For the moment I am doing it this way:
A=rand(1,1000);
n=length(A);
A2=zeros(1,n)
for i=1:n
A2(i)=mean(A(i:end));
end
Is there any better way?
Thanks
Lorenzo

John D'Errico on 29 Sep 2014
Edited: John D'Errico on 29 Sep 2014
First of all, what you SAY you are doing makes no sense. A is a 1000x1000 matrix, but A2 only a vector. And you have two i for loops, with only one end. And regardless of what size A is, n=size(A) will produce a vector. So 1:n will yield a problem in the for loop.
The code you show will fail in so many ways I won't bother to count.
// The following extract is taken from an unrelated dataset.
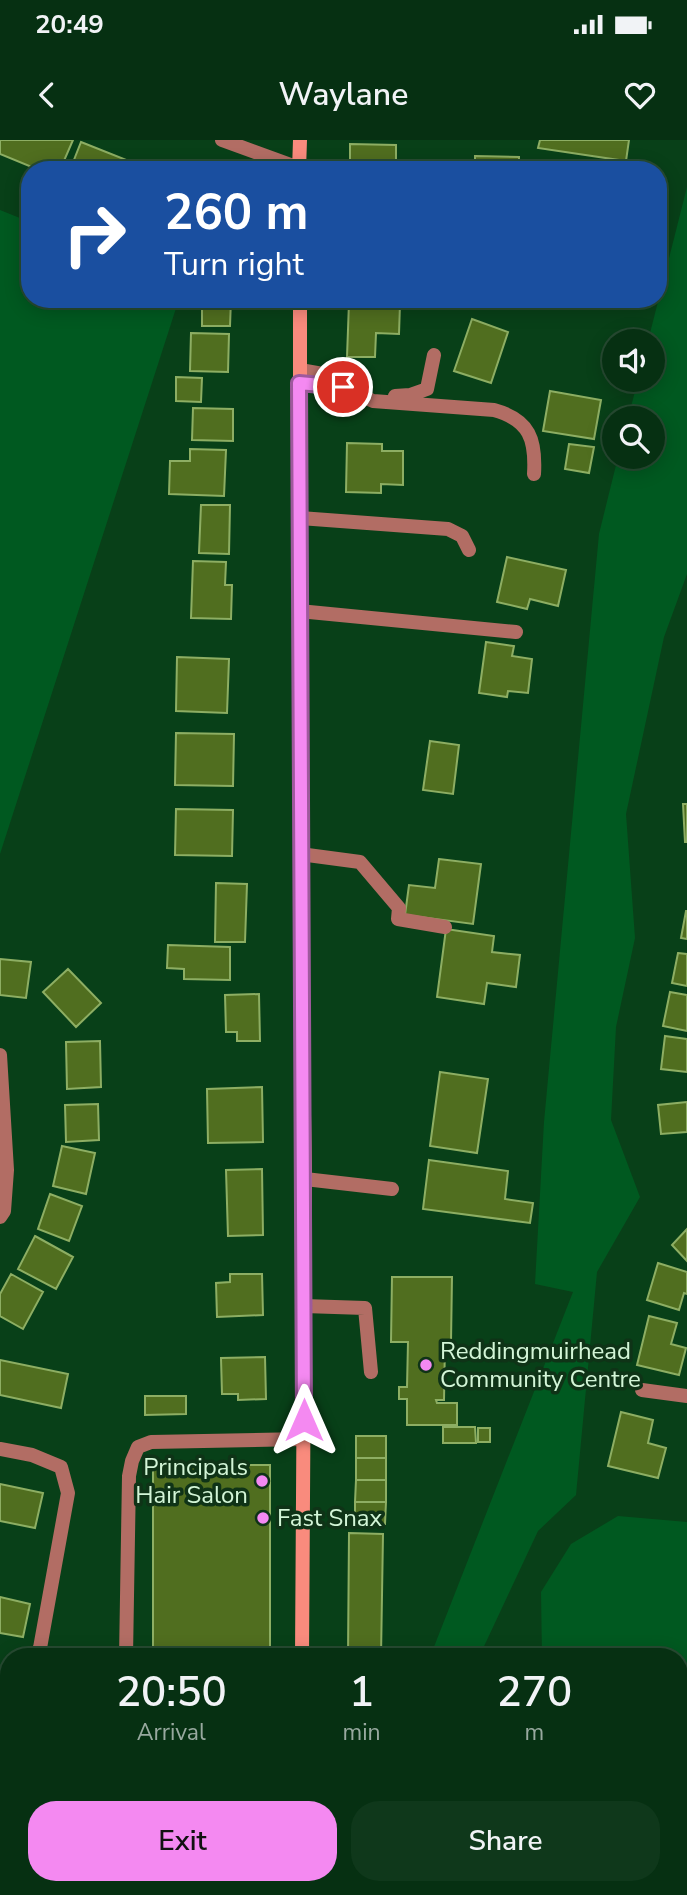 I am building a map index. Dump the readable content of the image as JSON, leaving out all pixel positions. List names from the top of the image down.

You should provide working code so someone can know what it is you really want!
Assuming that you really wanted to write this where A is a row vector...
Think about what cumsum does. Then, suppose you flipped the data before calling cumsum.
n = length(A);
A2 = fliplr(cumsum(fliplr(A))./(1:n)));
Of course, this is really not a true moving average, since that would involve a moving window of fixed length. But it is what you asked for.
John D'Errico on 1 Oct 2014
That will work fine, although a minor optimization would be to use bsxfun to do the divide instead of replicating the vector using repmat.
A2=flipud(bsxfun(@rdivide,cumsum(flipud(A)),(1:rows)'));

José-Luis on 29 Sep 2014
numRows = 100;
numCols = 100;
data = rand(numRows,numCols);
result = flipud(bsxfun(@rdivide,cumsum(flipud(data)),(1:numRows)));
Lorenzo on 30 Sep 2014
Thanks José. I'm getting something weird at the end of the signal though… In case of a vector it should be:
result(end)=data(end)
but I'm not getting this with your method…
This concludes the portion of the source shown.